Empieza tu mañana en la playa de Kaanapali y zarpa con un capitán experto para hacer snorkel en dos increíbles puntos de la costa salvaje de Lanai. Busca delfines spinner (y ballenas jorobadas en invierno), flota sobre arrecifes llenos de color con todo el equipo incluido y recarga energías con fruta fresca y pasteles a bordo. Un viaje que queda en la memoria mucho después de quitarse la sal del mar.
Lo primero que noté fue la sal en el aire, diferente a la del continente, más intensa quizá. Ya estábamos descalzos en la playa de Kaanapali antes del amanecer, con los dedos hundiéndose en la arena fresca, cuando el Capitán Mike empezó a llamar nombres como si pasara lista en clase. Todavía tenía sueño, pero la idea de medio día de snorkel en Lanai me despertó al instante. El barco se sentía firme bajo mis pies, nada lujoso pero perfecto para lo que íbamos a hacer. Había una emoción silenciosa mientras nos alejábamos de la orilla; alguien a mi lado intentaba adivinar qué tan lejos estaba Lanai (lo busqué después: unas 9 millas). El agua entre Maui y Lanai se veía de un azul imposible, casi irreal a esa hora.
El Capitán Mike lleva décadas en esto y nos contó historias sobre Shipwreck y Sweetheart Rock, señalando acantilados escarpados que parecían sacados de una película antigua. En un momento bajó la velocidad y todos nos asomamos porque apareció un grupo de delfines spinner, así de repente. Juro que parecía que estaban haciendo un show para nosotros—Leilani, la tripulación, dijo que a veces se ponen juguetones. Paramos en dos puntos para hacer snorkel en la costa de Lanai; perdí la noción del tiempo flotando sobre jardines de coral con pececillos amarillos que se movían rápido alrededor de mi máscara. El agua era tan clara que se veía cada ondulación en la arena de abajo. Alguien vio una tortuga marina—yo me distraje con un banco de peces azul neón, y la verdad fue un buen cambio.
No esperaba que el desayuno supiera tan bien allá afuera—solo pasteles y fruta fresca, pero después de nadar sabe diferente.
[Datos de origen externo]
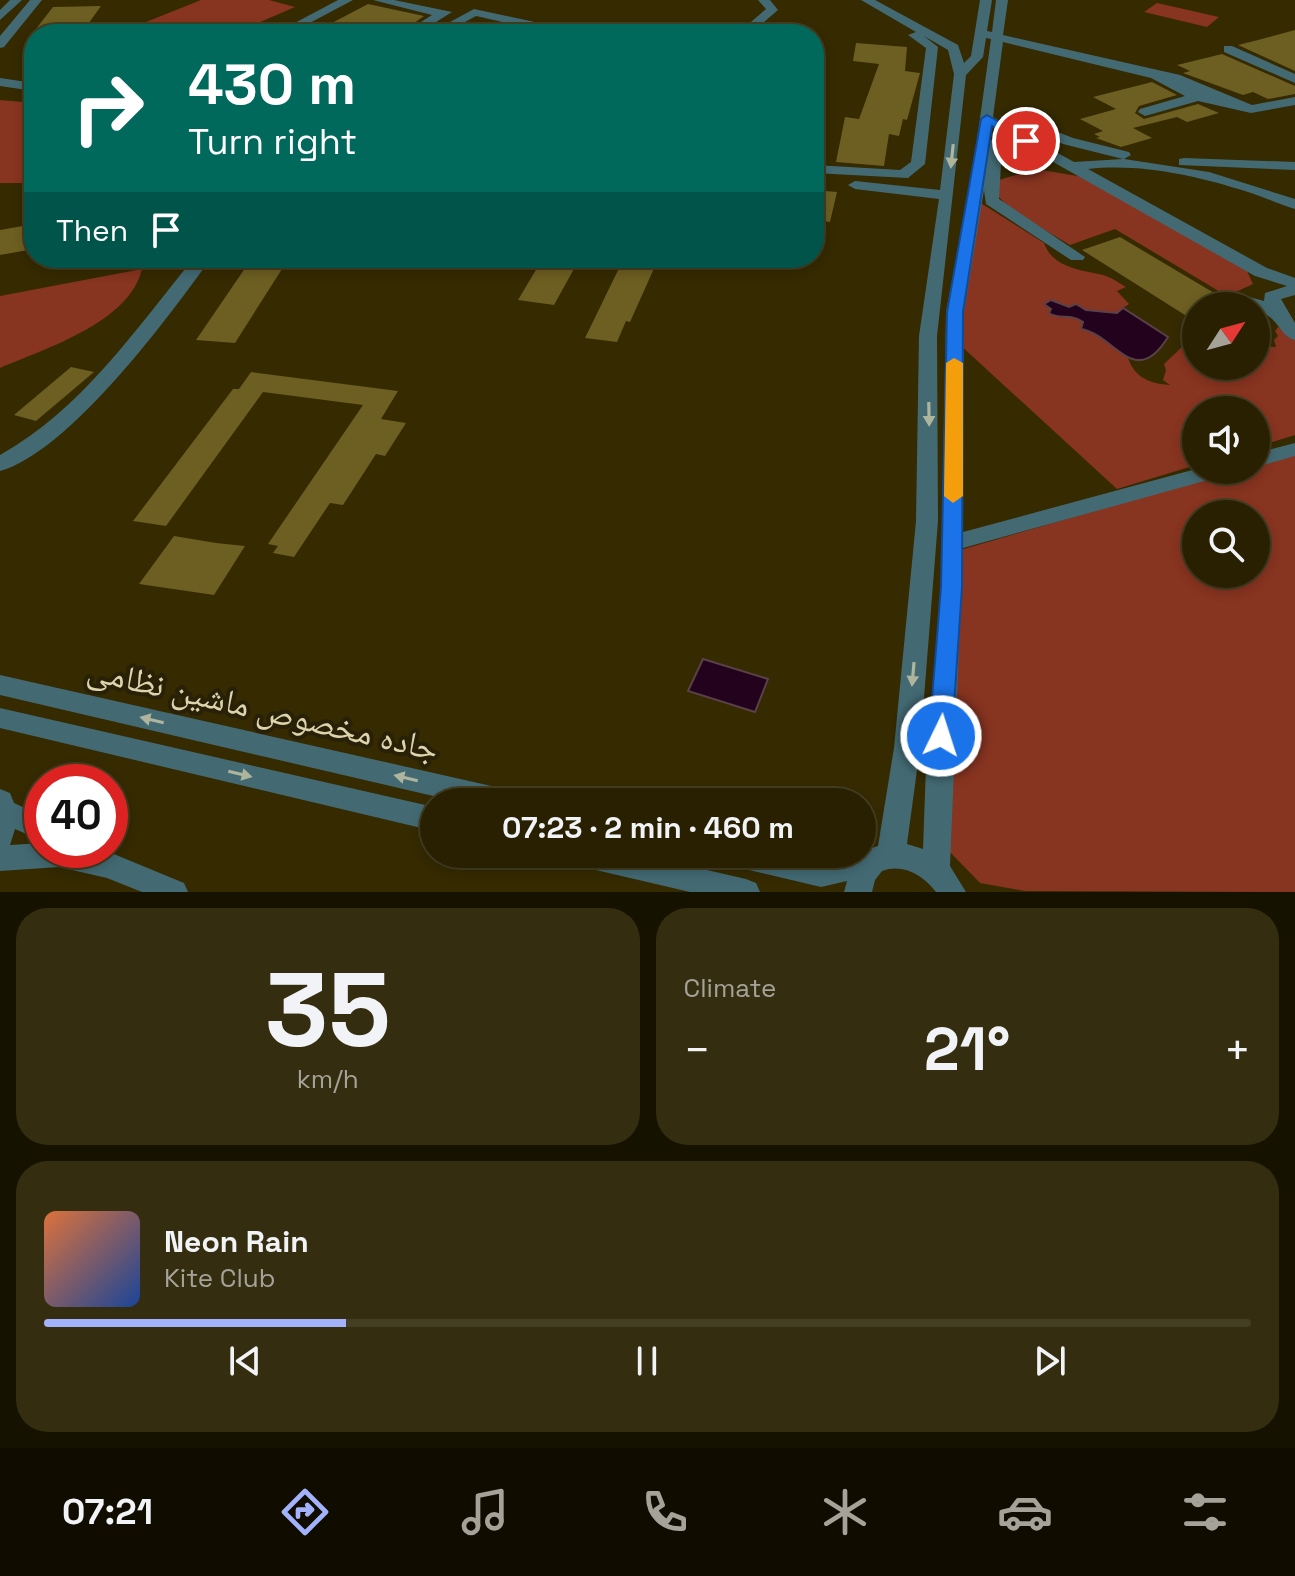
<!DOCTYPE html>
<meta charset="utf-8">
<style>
body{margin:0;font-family:"Space Grotesk","Noto Naskh Arabic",sans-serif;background:#342d0f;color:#f1f3f6;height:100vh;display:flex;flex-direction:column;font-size:30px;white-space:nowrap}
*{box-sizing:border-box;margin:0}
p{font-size:26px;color:#a5a399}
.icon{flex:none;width:44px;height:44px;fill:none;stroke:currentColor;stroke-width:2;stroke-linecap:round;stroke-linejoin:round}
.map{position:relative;height:892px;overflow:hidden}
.details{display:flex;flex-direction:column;gap:16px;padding:16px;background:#161200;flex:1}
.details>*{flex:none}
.guide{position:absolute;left:24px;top:24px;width:800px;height:244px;border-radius:32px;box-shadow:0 4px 12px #0003,0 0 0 2px #443e22;background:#00695c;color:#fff;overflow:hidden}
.needle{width:52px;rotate:54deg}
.tools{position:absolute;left:1182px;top:292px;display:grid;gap:16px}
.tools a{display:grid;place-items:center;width:88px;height:88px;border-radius:50%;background:#282000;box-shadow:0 4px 12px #0003,0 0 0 2px #443e22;font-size:40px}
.speed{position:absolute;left:24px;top:764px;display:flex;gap:16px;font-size:40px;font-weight:700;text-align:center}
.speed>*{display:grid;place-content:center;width:104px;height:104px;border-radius:50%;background:#282000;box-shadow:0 4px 12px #0003,0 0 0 2px #443e22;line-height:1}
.speed .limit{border:12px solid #d22;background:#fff;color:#111}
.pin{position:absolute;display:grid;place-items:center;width:68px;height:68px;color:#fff;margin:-34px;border:4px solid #fff;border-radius:50%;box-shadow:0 2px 8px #0007}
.me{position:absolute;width:88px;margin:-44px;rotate:4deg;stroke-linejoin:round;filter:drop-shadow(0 0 6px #0008)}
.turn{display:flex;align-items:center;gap:28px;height:168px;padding:0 32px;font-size:36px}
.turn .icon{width:104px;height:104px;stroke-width:2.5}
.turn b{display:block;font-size:56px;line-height:68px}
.then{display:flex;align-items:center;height:76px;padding:0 32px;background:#0003;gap:16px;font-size:30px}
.big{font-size:60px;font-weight:700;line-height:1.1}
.details .tile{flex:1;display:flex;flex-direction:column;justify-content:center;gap:12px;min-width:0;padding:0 28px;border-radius:32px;background:#342d0f}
.details .dial{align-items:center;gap:0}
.dial b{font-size:104px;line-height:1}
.song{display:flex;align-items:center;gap:24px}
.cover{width:96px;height:96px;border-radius:12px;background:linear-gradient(135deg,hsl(20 70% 55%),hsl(220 70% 35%))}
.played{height:8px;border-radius:4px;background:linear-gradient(90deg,#a3b2fd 25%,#443e22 25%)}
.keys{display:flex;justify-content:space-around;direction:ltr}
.heat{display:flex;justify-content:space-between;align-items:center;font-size:44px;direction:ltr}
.details .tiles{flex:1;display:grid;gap:16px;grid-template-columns:1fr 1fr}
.tile:last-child{grid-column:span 2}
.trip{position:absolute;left:420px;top:788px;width:456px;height:80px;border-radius:40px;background:#282000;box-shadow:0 4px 12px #0003,0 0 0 2px #443e22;font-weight:700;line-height:80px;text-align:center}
.dock{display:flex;height:128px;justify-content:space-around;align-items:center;background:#100d00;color:#a5a399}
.dock .icon{width:56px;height:56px}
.dock .selected{color:#a3b2fd}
.dock b{font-size:36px;color:#f1f3f6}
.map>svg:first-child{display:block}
</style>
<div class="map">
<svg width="1295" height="892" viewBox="0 0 1295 892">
<rect width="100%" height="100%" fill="#352a00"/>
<path fill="#873420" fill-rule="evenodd" d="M201 0H269L295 7 233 34 121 32Z
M1157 3 1219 17 1207 27 1144 12Z
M0 100 34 103V183H0Z
M1036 169 1083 177 1247 271 1253 284 1227 296 1115 229 1070 245 1011 210 996 194 999 180Z
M979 202 1044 243C1053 268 1081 270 1103 275 1111 277 1119 283 1126 287L1117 291 1129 304 1123 308C1126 346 1120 382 1170 385L1163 380 1166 370 1164 364 1185 344H1196V366H1256V345L1276 347 1274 340 1278 336 1275 331 1278 327 1295 338V435L1256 447V410H1196V465L1117 489 959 344Z
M142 269C129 323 46 348 0 368V296Z
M1295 453V892L1025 891 980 883 946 848 960 550 1236 470H1256V464ZM1196 514H1256V574H1196Z"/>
<path fill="#22021d" stroke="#5a4148" stroke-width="2" d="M1051 300 1069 307 1076 304 1086 310 1117 313 1123 308 1168 337C1135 391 1114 334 1081 329L1083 322C1071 313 1059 320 1049 313L1051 309 1044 304Z
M703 659 768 679 755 712 688 691Z"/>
<path fill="#6d5e21" d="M368 4 424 16 399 34H311Z
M101 6 81 34H32L53 7Z
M1295 30V71L1238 45 1258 40Z
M856 43 907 47 905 71 920 73 907 120 903 119 899 136 889 134 884 166 836 162 845 117 859 119 879 64 853 61Z
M1222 54 1295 86V94L1268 99 1253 92 1243 95 1183 73 1190 71 1177 65Z
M1152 82 1177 95 1139 106 1135 113 1144 119 1198 104 1219 113 1187 122 1177 117 1133 128 1152 138 1121 147 1096 138 1100 137 1094 134 1103 131 1080 119 1116 109 1093 97Z
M814 190 837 192 830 222 814 220Z
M34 224V249L0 255V230Z
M1120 237 1236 306H1196V322L1082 250Z
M252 258H289L235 343 196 340Z
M543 258H580L554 305 518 300Z
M623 260 656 264 630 322 626 321 617 342 585 338Z
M71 367 94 372 36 421 14 415Z
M251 372 398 391 381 419 406 423 385 456 376 454 343 505 330 503 294 557 273 553 278 546 268 544 363 405 263 392 166 526 133 521 233 389H239Z
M174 536 216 543 245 546 214 595 139 584Z"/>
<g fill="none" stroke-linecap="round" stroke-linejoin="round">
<path fill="#436a73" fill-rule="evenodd" d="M10 0H22L0 20V10Z
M30 0H42L4 47 0 48V36Z
M338 0H353L289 34H274Z
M373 0H394L452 12 417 34H402L432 15Z
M758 0H770L778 10 750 34H737L766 9Z
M861 0H875L958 45 964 63 971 56 980 0H992L987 31 992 32 996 0H1008L1003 35 1180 75 1252 105 1295 97V105L1251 113 1198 101 1145 116 1138 112 1140 109 1185 96 1151 78 1003 42 993 117 1074 162 1123 159 1063 144 1000 117 1012 114 1073 138 1129 152 1131 155 1124 159 1209 172 1295 199V209C1279 204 1264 197 1248 192 1198 176 1141 163 1088 169L1267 268 1295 278V295L1281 299 1295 323V340C1277 334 1281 318 1256 310V306H1243L1233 300 1242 295 1264 301 1265 293 1287 286 1255 276 1016 141 1002 146 999 199 1085 257 1083 260H1071L986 204 984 190 964 312 963 532 1196 469 1229 470 1226 475 963 548 950 866 966 892H936C923 875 903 863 882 871L875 880 872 892H844L847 881 821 887 736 867 726 863 722 854H791L821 861 862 854V851L878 846 894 748 916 521 919 336 939 199 855 189 848 185 855 181 940 190 954 74 948 50 924 36 938 47 925 164 908 178 814 173V165L900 170 911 162 926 48 908 35 916 32ZM986 38 991 39 971 183 946 312 941 587 926 766 923 849 907 844 920 748 938 521 937 336 966 75 983 57ZM992 127 1008 136 991 140Z
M474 9 572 30 578 34H556L476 16 443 34H428Z
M1224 46H1232L1295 74V83L1224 52Z
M0 78 34 83V91L0 86Z
M1184 158 1295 162V170L1179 165V159Z
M194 258H211C169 317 69 452 0 471V455C82 409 135 330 194 258Z
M1295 443V456L1256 467V453Z
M0 675 509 790 519 794 522 802H459L0 695Z
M0 708 434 807V831L0 728Z
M0 789 10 793 14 803 42 816V841L15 829 10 845 42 843V850H104L184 883 188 892H142L107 878 59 867 0 871Z
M569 854H638L746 879 756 883 760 892H690L583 867 573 863Z"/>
</g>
<defs><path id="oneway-solid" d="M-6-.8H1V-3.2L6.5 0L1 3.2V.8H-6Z" transform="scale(2)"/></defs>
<g fill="#afb49c">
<use href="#oneway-solid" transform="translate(952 156) rotate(96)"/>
<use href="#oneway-solid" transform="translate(929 414) rotate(89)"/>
<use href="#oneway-solid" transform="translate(913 674) rotate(95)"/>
<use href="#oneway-solid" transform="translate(152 720) rotate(-167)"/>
<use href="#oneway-solid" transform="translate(240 774) rotate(13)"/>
<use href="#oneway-solid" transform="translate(406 778) rotate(-167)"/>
</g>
<path fill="#1a73e8" stroke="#114b97" stroke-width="2" d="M987 115 1033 141 1022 143 992 126 963 312 962 587 952 736 949 743 941 746 933 743 929 736 941 587 947 312 981 119Z"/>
<path fill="#f59e0b" d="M954 358 963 363V496L953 503 944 496 946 363Z"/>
<g text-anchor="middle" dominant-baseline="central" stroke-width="8" stroke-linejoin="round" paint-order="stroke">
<g font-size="34" fill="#ddd3ad" stroke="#282108">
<text transform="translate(263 709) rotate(13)">جاده مخصوص ماشین نظامی</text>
</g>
</g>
</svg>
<div class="tools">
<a><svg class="needle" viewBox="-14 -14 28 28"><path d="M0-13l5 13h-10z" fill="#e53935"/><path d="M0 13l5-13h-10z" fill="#a5a399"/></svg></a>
<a><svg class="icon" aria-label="sound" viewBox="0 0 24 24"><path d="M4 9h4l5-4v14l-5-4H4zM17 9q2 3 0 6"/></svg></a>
<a><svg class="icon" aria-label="search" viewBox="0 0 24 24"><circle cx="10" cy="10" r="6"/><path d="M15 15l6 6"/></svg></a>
</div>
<div class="speed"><div class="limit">40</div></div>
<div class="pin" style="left:1026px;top:141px;background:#d93025"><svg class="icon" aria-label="arrive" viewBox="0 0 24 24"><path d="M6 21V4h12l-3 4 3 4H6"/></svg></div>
<svg class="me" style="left:941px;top:736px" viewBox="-20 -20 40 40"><circle r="17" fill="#1a73e8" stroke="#fff" stroke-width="3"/><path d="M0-11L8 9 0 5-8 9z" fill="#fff"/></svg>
<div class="trip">07:23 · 2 min · 460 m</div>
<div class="guide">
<div class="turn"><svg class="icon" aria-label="right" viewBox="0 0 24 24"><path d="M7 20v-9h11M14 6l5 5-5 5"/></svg><div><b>430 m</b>Turn right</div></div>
<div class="then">Then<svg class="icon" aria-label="arrive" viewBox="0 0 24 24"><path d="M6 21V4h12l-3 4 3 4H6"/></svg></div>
</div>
</div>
<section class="details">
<div class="tiles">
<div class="tile dial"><b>35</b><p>km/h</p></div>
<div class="tile"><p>Climate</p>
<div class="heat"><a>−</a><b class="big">21°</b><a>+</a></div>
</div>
<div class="tile">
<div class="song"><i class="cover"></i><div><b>Neon Rain</b><p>Kite Club</p></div></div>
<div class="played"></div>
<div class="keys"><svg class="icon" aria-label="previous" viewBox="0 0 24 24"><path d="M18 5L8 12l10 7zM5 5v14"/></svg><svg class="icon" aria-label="pause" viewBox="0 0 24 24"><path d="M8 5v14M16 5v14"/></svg><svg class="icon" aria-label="next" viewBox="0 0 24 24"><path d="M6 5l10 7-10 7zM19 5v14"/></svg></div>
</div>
</div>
</section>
<nav class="dock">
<b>07:21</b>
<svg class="icon selected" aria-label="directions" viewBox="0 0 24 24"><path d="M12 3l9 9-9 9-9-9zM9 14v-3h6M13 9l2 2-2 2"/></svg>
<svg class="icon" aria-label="music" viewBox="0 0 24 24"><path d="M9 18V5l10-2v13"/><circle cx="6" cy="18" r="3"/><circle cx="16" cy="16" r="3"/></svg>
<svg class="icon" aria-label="phone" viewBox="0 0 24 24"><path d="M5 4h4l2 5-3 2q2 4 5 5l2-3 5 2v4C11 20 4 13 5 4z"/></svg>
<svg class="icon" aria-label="climate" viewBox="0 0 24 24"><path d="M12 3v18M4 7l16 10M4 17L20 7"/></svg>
<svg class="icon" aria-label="car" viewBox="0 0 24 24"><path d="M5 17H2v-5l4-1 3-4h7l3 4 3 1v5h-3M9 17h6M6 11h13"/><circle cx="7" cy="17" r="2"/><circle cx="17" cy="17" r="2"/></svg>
<svg class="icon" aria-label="filters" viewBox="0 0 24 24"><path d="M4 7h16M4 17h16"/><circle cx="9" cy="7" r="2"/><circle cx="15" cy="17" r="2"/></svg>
</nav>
También había café, que probablemente bebí muy rápido porque me temblaban las manos, ya fuera por la emoción o el frío del mar. El sol finalmente calentó todo mientras volvíamos a Maui; la gente estaba más callada, mirando cómo los acantilados se iban quedando atrás o pensando en el almuerzo (yo seguro). Mi pelo seguía oliendo a sal horas después y no dejo de pensar en esos delfines—lo cerca que estuvieron y lo pequeños que nos sentimos flotando juntos en medio del océano.
El tour dura unas 4 horas en total, contando el viaje y las paradas para snorkel.
Los delfines suelen aparecer, pero no se garantizan porque son animales salvajes.
Incluye equipo de snorkel, chalecos salvavidas, desayuno continental (pasteles y fruta), bebidas, guía local/capitán, baño a bordo y ducha de agua dulce.
Durante la temporada de ballenas (15 de diciembre a 15 de mayo) es posible avistarlas.
No se ofrece recogida en hotel; el check-in es 30 minutos antes en la playa de Kaanapali.
Niños a partir de 5 años pueden unirse; para menores, es mejor consultar directamente con el operador.
Lleva gorra, toalla, gafas de sol, protector solar, cámara o GoPro impermeable, reloj resistente al agua y tu traje de baño.
Sí, hay opciones de transporte público cerca de la playa de Kaanapali.
Tu mañana incluye un cómodo paseo en barco desde la playa de Kaanapali hasta Lanai con todo el equipo de snorkel y chalecos salvavidas si los quieres; un desayuno continental con pasteles y fruta fresca, además de agua, jugos y refrescos a bordo; baños y ducha de agua dulce disponibles; y la guía de un capitán experimentado que conoce bien estas aguas antes de regresar a Maui tras tu aventura de medio día.